PROBLEM TO SOLVE:
Using the records below, repeat exactly the lines from the one holding "content:''; position:absolute; left:50%;" through the one holding "display:grid; grid-template-columns:78px 1fr", both ends included, and no others.

*** SUPPLIED MATERIAL Section Begins ***

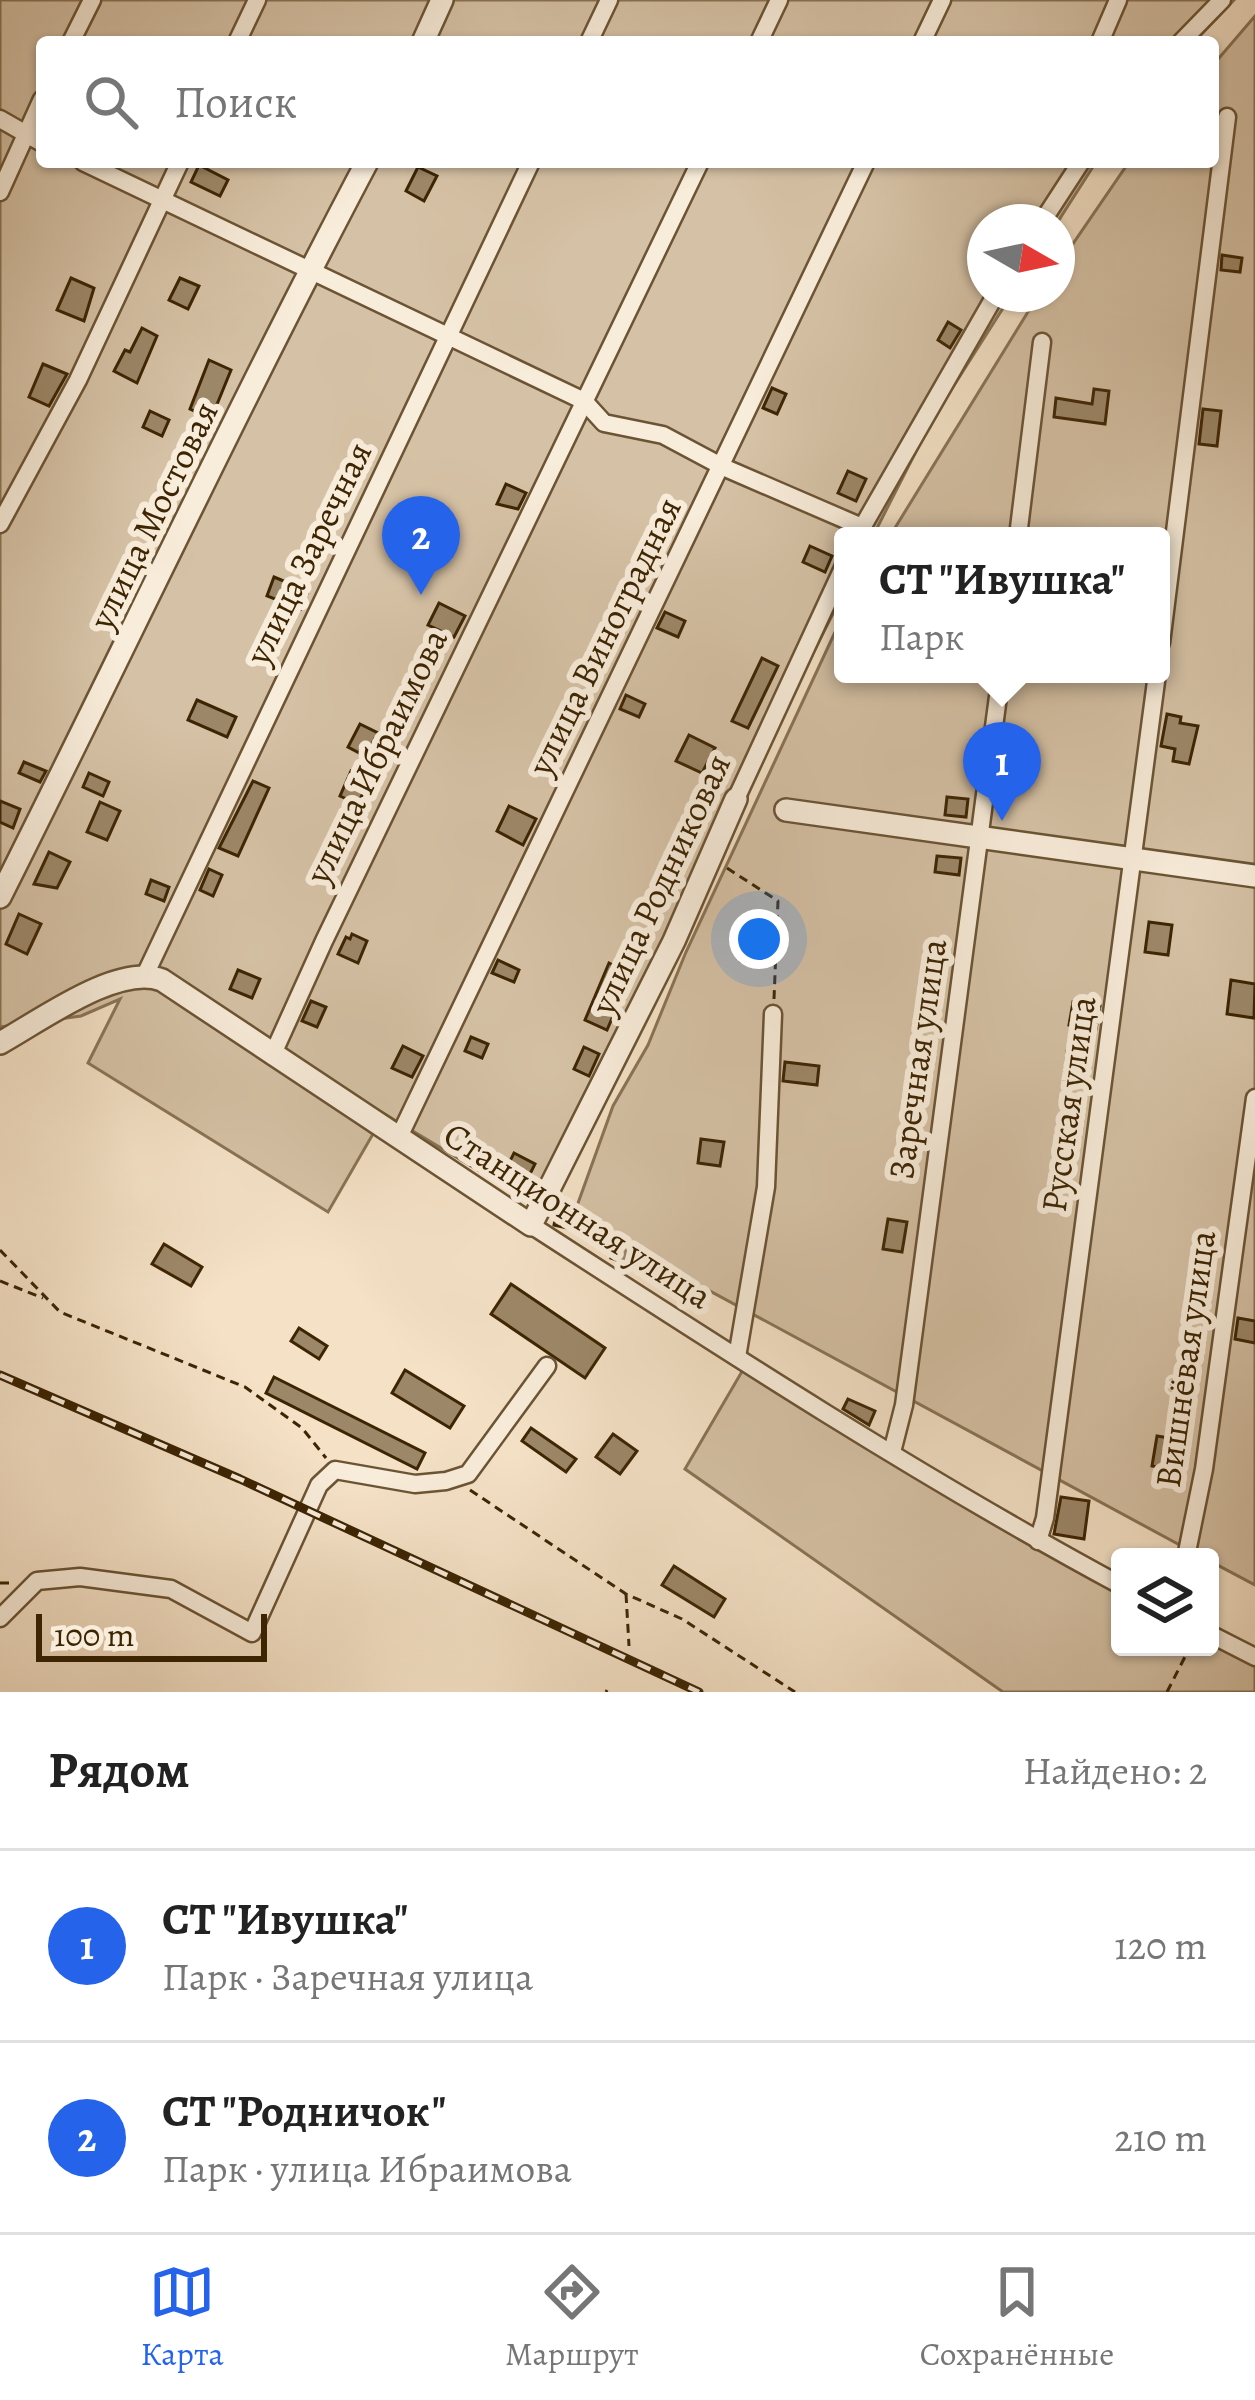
<!DOCTYPE html>
<html lang="ru">
<head>
<meta charset="utf-8">
<style>
  :root { --surface:#fff; --page:#f2f2f2; --text:#222; --muted:#767676; --line:#e0e0e0; --accent:#2563eb }
  body { margin:0; font-family:Alegreya,serif; background:var(--page); color:var(--text) }
  .controls { position:absolute; right:36px; bottom:36px; display:grid; overflow:hidden; border-radius:12px; box-shadow:0 3px 9px #0004 }
  .controls button { width:108px; height:108px; display:grid; place-items:center; padding:0; border:0; border-bottom:3px solid var(--line); background:var(--surface); color:var(--text); font:60px sans-serif }
  .compass { position:absolute; left:967px; top:204px; width:108px; height:108px; border-radius:50%; background:var(--surface); box-shadow:0 3px 9px #0004; rotate:99deg }
  .scale { position:absolute; left:36px; bottom:30px; width:231px; box-sizing:border-box; padding-left:12px; border:6px solid #3d2503; border-top:0; font-size:33px; line-height:42px; white-space:nowrap; color:#3d2503; -webkit-text-stroke:9px #f8ecda; paint-order:stroke }
  .you { position:absolute; left:759px; top:939px; width:42px; height:42px; margin:-30px; border:9px solid #fff; border-radius:50%; background:#1a73e8; box-shadow:0 0 0 18px #1a73e833 }
  .badge { display:grid; place-items:center; width:78px; height:78px; border-radius:50%; background:var(--accent); color:#fff; font-size:39px; font-weight:700 }
  .pin { position:absolute; translate:-50% -99px; filter:drop-shadow(0 3px 6px #0008) }
  .pin::after { content:''; position:absolute; top:63px; width:42px; height:36px; background:inherit; clip-path:polygon(0 0,100% 0,50% 100%) }
  .popup { position:absolute; left:834px; top:527px; width:336px; height:156px; box-sizing:border-box; display:grid; place-content:center; border-radius:12px; background:var(--surface); filter:drop-shadow(0 3px 9px #0005); font-size:39px; white-space:nowrap; color:var(--muted) }
  .popup b { font-size:45px; color:var(--text) }
  .popup::after { content:''; position:absolute; left:50%; top:100%; margin-left:-24px; border:24px solid transparent; border-top-color:var(--surface) }
  .list { margin:0; padding:0; list-style:none }
  h2 { display:flex; justify-content:space-between; align-items:center; height:156px; margin:0; padding:0 48px; font-size:51px }
  h2 small { font-size:39px; font-weight:400; color:var(--muted) }
  .list li { display:grid; grid-template-columns:78px 1fr auto; gap:36px; align-items:center; box-sizing:border-box; height:192px; padding:0 48px; border-top:3px solid var(--line) }
  .list b { display:block; font-size:45px; white-space:nowrap }
  .list p { margin:0; font-size:39px; white-space:nowrap; color:var(--muted) }
  .list em { font-size:39px; font-style:normal; color:var(--muted) }
  .icon { flex:none; width:66px; height:66px; fill:none; stroke:currentColor; stroke-width:2; stroke-linecap:round; stroke-linejoin:round }
  .map { position:relative; flex:none; width:1255px; height:1692px; overflow:hidden }
  .search { position:absolute; background:var(--surface); box-shadow:0 3px 9px #0004; left:36px; right:36px; top:36px; height:132px; display:flex; align-items:center; gap:30px; box-sizing:border-box; padding:0 42px; border-radius:12px; color:var(--muted); font-size:45px }
  .sheet { height:540px; background:var(--surface) }
  nav { display:flex; justify-content:space-around; align-items:center; box-sizing:border-box; height:168px; border-top:3px solid var(--line); background:var(--surface); font-size:33px; color:var(--muted) }
  nav a { display:grid; justify-items:center; gap:6px }
  nav .on { color:var(--accent) }
  .map>svg:first-child { display:block }
</style>
</head>
<body>
<div class="map">
<svg width="1255" height="1692" viewBox="0 0 1255 1692">
  <rect width="100%" height="100%" fill="#f4e1c6"/>
  <filter id="stains"><feTurbulence type="fractalNoise" baseFrequency=".00167" numOctaves="4"/><feColorMatrix values="0 0 0 0 .2 0 0 0 0 .09 0 0 0 0 .02 0 0 0 .5 -.17"/></filter>
  <radialGradient id="worn" r=".72"><stop offset=".6" stop-color="#630" stop-opacity="0"/><stop offset="1" stop-color="#630" stop-opacity=".3"/></radialGradient>
  <g fill="#d5c1a5" stroke="#897354" stroke-width="3">
    <polygon points="0,0 1234,0 1194,42 42,42 42,162 1096,162 1057,223 985,222 985,294 1012,294 932,420 873,536 843,536 843,594 534,1204 162,980 373,1134 328,1212 88,1063 120,999 81,1016 0,1027"/>
    <polygon points="1255,16 1255,1585 1210,1561 1210,1557 1202,1557 573,1217 613,1106 648,1045 686,952 843,615 843,674 1161,674 1161,536 890,536 1039,294 1057,294 1057,267 1129,162 1213,162 1213,65"/>
    <polygon points="744,1368 1120,1591 1120,1647 1210,1647 1210,1640 1255,1664 1255,1692 1003,1692 685,1469"/>
  </g>
  <g fill="#9c8768" stroke="#3d2503" stroke-width="3">
    <polygon points="199,165 228,180 220,196 191,182"/>
    <polygon points="418,167 437,176 424,201 406,191"/>
    <polygon points="1222,255 1242,258 1240,272 1221,270"/>
    <polygon points="71,278 94,288 84,321 57,310"/>
    <polygon points="180,278 199,286 188,309 169,300"/>
    <polygon points="948,322 961,330 950,348 938,340"/>
    <polygon points="142,328 157,336 137,383 114,371 125,350 130,352"/>
    <polygon points="209,360 231,370 211,419 190,409"/>
    <polygon points="43,364 67,374 49,406 29,397"/>
    <polygon points="772,388 786,394 777,414 763,408"/>
    <polygon points="1094,389 1109,391 1105,424 1054,417 1056,398 1092,404"/>
    <polygon points="1203,409 1221,411 1217,446 1199,444"/>
    <polygon points="150,411 169,420 162,436 143,427"/>
    <polygon points="848,471 866,479 856,501 838,493"/>
    <polygon points="506,484 526,493 518,509 497,504"/>
    <polygon points="810,546 832,556 825,572 803,562"/>
    <polygon points="274,577 308,591 301,609 267,596"/>
    <polygon points="439,603 465,616 454,637 428,625"/>
    <polygon points="665,612 685,621 678,637 657,628"/>
    <polygon points="762,658 778,666 748,728 732,721"/>
    <polygon points="626,695 645,704 639,717 620,709"/>
    <polygon points="197,700 236,717 227,737 188,720"/>
    <polygon points="1167,714 1181,717 1180,723 1198,726 1189,764 1173,761 1175,749 1161,746"/>
    <polygon points="360,724 378,733 365,756 348,747"/>
    <polygon points="689,735 715,748 702,773 676,761"/>
    <polygon points="24,762 46,771 40,782 19,773"/>
    <polygon points="351,771 369,779 358,804 340,796"/>
    <polygon points="89,773 109,782 103,796 83,787"/>
    <polygon points="253,781 269,788 238,856 219,848"/>
    <polygon points="947,797 968,799 966,817 945,815"/>
    <polygon points="0,801 20,809 13,828 0,822"/>
    <polygon points="100,802 120,811 107,840 87,832"/>
    <polygon points="509,806 536,819 523,845 497,831"/>
    <polygon points="49,852 70,862 57,888 34,884"/>
    <polygon points="937,856 961,858 959,875 935,872"/>
    <polygon points="209,869 222,875 213,896 200,890"/>
    <polygon points="151,880 169,887 164,901 146,894"/>
    <polygon points="19,914 41,924 27,954 6,944"/>
    <polygon points="1149,922 1172,925 1168,955 1145,952"/>
    <polygon points="352,934 367,941 358,963 338,954 346,937 350,939"/>
    <polygon points="743,939 765,942 763,963 741,961"/>
    <polygon points="498,960 519,970 514,982 492,973"/>
    <polygon points="609,963 631,974 607,1030 585,1020"/>
    <polygon points="238,970 260,979 252,998 230,989"/>
    <polygon points="1231,980 1255,984 1254,1018 1227,1014"/>
    <polygon points="311,1001 326,1007 317,1027 302,1021"/>
    <polygon points="1073,1002 1100,1006 1096,1029 1069,1025"/>
    <polygon points="471,1037 488,1044 482,1058 465,1051"/>
    <polygon points="403,1046 423,1056 412,1077 392,1068"/>
    <polygon points="584,1047 599,1054 589,1076 574,1069"/>
    <polygon points="1067,1051 1084,1053 1081,1082 1064,1080"/>
    <polygon points="785,1062 819,1066 817,1085 783,1081"/>
    <polygon points="701,1139 724,1142 720,1166 698,1163"/>
    <polygon points="514,1153 535,1164 523,1188 502,1177"/>
    <polygon points="558,1205 580,1209 576,1230 554,1225"/>
    <polygon points="888,1219 907,1222 902,1252 883,1249"/>
    <polygon points="617,1241 640,1250 634,1266 611,1258"/>
    <polygon points="164,1244 202,1267 191,1286 152,1264"/>
    <polygon points="511,1284 605,1348 585,1378 491,1314"/>
    <polygon points="1238,1318 1255,1321 1255,1343 1235,1339"/>
    <polygon points="299,1328 327,1346 319,1359 291,1341"/>
    <polygon points="405,1370 464,1406 450,1428 392,1393"/>
    <polygon points="274,1377 425,1453 417,1469 266,1393"/>
    <polygon points="848,1399 875,1411 869,1425 843,1409"/>
    <polygon points="531,1428 576,1459 566,1472 522,1441"/>
    <polygon points="613,1434 637,1451 620,1474 596,1457"/>
    <polygon points="1157,1436 1188,1441 1183,1471 1152,1466"/>
    <polygon points="1061,1497 1089,1501 1084,1539 1054,1534"/>
    <polygon points="674,1566 725,1599 714,1617 662,1585"/>
  </g>
  <g fill="none" stroke-linecap="round" stroke-linejoin="round">
    <g stroke="#6b5434" stroke-width="21">
      <g id="minor">
        <polyline points="71,42 92,0"/>
        <polyline points="237,42 257,0"/>
        <polyline points="589,42 609,0"/>
        <polyline points="759,42 779,0"/>
        <polyline points="922,42 942,0"/>
        <polyline points="1100,42 1118,0"/>
        <polyline points="1181,42 1222,0"/>
        <polyline points="0,119 42,143"/>
        <polyline points="83,162 584,401 604,423 663,435 723,467 862,527"/>
        <polyline points="0,192 42,99"/>
        <polyline points="1042,222 1081,162"/>
        <polyline points="0,524 78,380 180,162"/>
        <polyline points="859,533 996,294"/>
        <polyline points="1018,536 1042,342"/>
        <polyline points="1161,643 1227,117"/>
        <polyline points="736,799 843,568"/>
        <polyline points="146,973 531,162"/>
        <polyline points="272,1056 324,941 700,162"/>
        <polyline points="399,1137 866,162"/>
        <path d="M 531,1225 C 724,1350 918,1476 1120,1585"/>
        <polyline points="737,1357 766,1187 773,1014"/>
        <polyline points="892,1452 904,1405 1001,674"/>
        <polyline points="1038,1541 1045,1518 1157,674"/>
        <polyline points="1186,1557 1204,1469 1255,1098"/>
        <polyline points="0,1618 37,1581 80,1577 171,1589 252,1633 319,1485 335,1470 415,1484 446,1481 468,1474 547,1366"/>
        <polyline points="1210,1634 1255,1657"/>
      </g>
    </g>
    <g stroke="#6b5434" stroke-width="26">
      <g id="tertiary">
        <polyline points="423,42 442,0"/>
        <polyline points="786,810 1255,876"/>
        <path d="M 0,897 C 123,652 239,404 367,162"/>
        <path d="M 0,1043 C 40,1021 118,963 162,980 L 531,1225 L 674,941 L 736,799"/>
      </g>
    </g>
    <g stroke="#3d2503" stroke-width="3" stroke-dasharray="9 6" stroke-linecap="butt">
      <polyline points="727,868 778,901 774,999"/>
      <polyline points="0,1250 60,1312 245,1387 302,1428 326,1458"/>
      <polyline points="0,1281 43,1298"/>
      <polyline points="470,1490 626,1594 682,1619 795,1692"/>
      <polyline points="0,1583 11,1583"/>
      <polyline points="626,1594 629,1646"/>
      <polyline points="606,1692 607,1690"/>
      <polyline points="1167,1692 1190,1647"/>
    </g>
    <use href="#minor" stroke="#f8ecda" stroke-width="16"/>
    <use href="#tertiary" stroke="#f8ecda" stroke-width="21"/>
    <g stroke="#3d2503" stroke-width="9">
      <polyline id="rail" points="0,1375 240,1479 699,1692"/>
    </g>
    <use href="#rail" stroke="#f8ecda" stroke-width="4.5" stroke-dasharray="14" stroke-linecap="butt"/>
  </g>
  <g text-anchor="middle" dominant-baseline="central" stroke-width="12" stroke-linejoin="round" paint-order="stroke">
    <g font-size="36" fill="#3d2503" stroke="#f8ecda">
      <text transform="translate(153 515) rotate(-64)">улица Мостовая</text>
      <text transform="translate(308 553) rotate(-64)">улица Заречная</text>
      <text transform="translate(604 636) rotate(-64)">улица Виноградная</text>
      <text transform="translate(376 756) rotate(-64)">улица Ибраимова</text>
      <text transform="translate(660 884) rotate(-65)">улица Родниковая</text>
      <text transform="translate(917 1059) rotate(-82)">Заречная улица</text>
      <text transform="translate(1068 1104) rotate(-82)">Русская улица</text>
      <text transform="translate(578 1215) rotate(33)">Станционная улица</text>
      <text transform="translate(1185 1359) rotate(-82)">Вишнёвая улица</text>
    </g>
  </g>
  <rect width="100%" height="100%" filter="url(#stains)"/>
  <rect width="100%" height="100%" fill="url(#worn)"/>
</svg>
<div class="controls">
<button><svg class="icon" aria-label="layers" viewBox="0 0 24 24"><path d="M12 4l9 5-9 5-9-5zM3 14l9 5 9-5"/></svg></button>
</div>
<svg class="compass" viewBox="-18 -18 36 36"><path d="M0-13l5 13h-10z" fill="#e53935"/><path d="M0 13l5-13h-10z" fill="#767676"/></svg>
<div class="scale">100 m</div>
<div class="you"></div>
<div class="pin badge" style="left:1002px;top:821px">1</div>
<div class="popup"><b>СТ &quot;Ивушка&quot;</b>Парк</div>
<div class="pin badge" style="left:421px;top:595px">2</div>
<div class="search"><svg class="icon" aria-label="search" viewBox="0 0 24 24"><circle cx="10" cy="10" r="6"/><path d="M15 15l6 6"/></svg>Поиск</div>
</div>
<section class="sheet">
<h2>Рядом<small>Найдено: 2</small></h2>
<ul class="list">
<li><span class="badge">1</span><div><b>СТ &quot;Ивушка&quot;</b><p>Парк · Заречная улица</p></div><em>120 m</em></li>
<li><span class="badge">2</span><div><b>СТ &quot;Родничок&quot;</b><p>Парк · улица Ибраимова</p></div><em>210 m</em></li>
</ul>
</section>
<nav>
<a class="on"><svg class="icon" aria-label="map" viewBox="0 0 24 24"><path d="M3 6l6-2 6 2 6-2v14l-6 2-6-2-6 2zM9 4v14M15 6v14"/></svg>Карта</a>
<a><svg class="icon" aria-label="directions" viewBox="0 0 24 24"><path d="M12 3l9 9-9 9-9-9zM9 14v-3h6M13 9l2 2-2 2"/></svg>Маршрут</a>
<a><svg class="icon" aria-label="saved" viewBox="0 0 24 24"><path d="M7 4h10v16l-5-4-5 4z"/></svg>Сохранённые</a>
</nav>
</body>
</html>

*** SUPPLIED MATERIAL Section Ends ***

FINAL ANSWER:
  .popup::after { content:''; position:absolute; left:50%; top:100%; margin-left:-24px; border:24px solid transparent; border-top-color:var(--surface) }
  .list { margin:0; padding:0; list-style:none }
  h2 { display:flex; justify-content:space-between; align-items:center; height:156px; margin:0; padding:0 48px; font-size:51px }
  h2 small { font-size:39px; font-weight:400; color:var(--muted) }
  .list li { display:grid; grid-template-columns:78px 1fr auto; gap:36px; align-items:center; box-sizing:border-box; height:192px; padding:0 48px; border-top:3px solid var(--line) }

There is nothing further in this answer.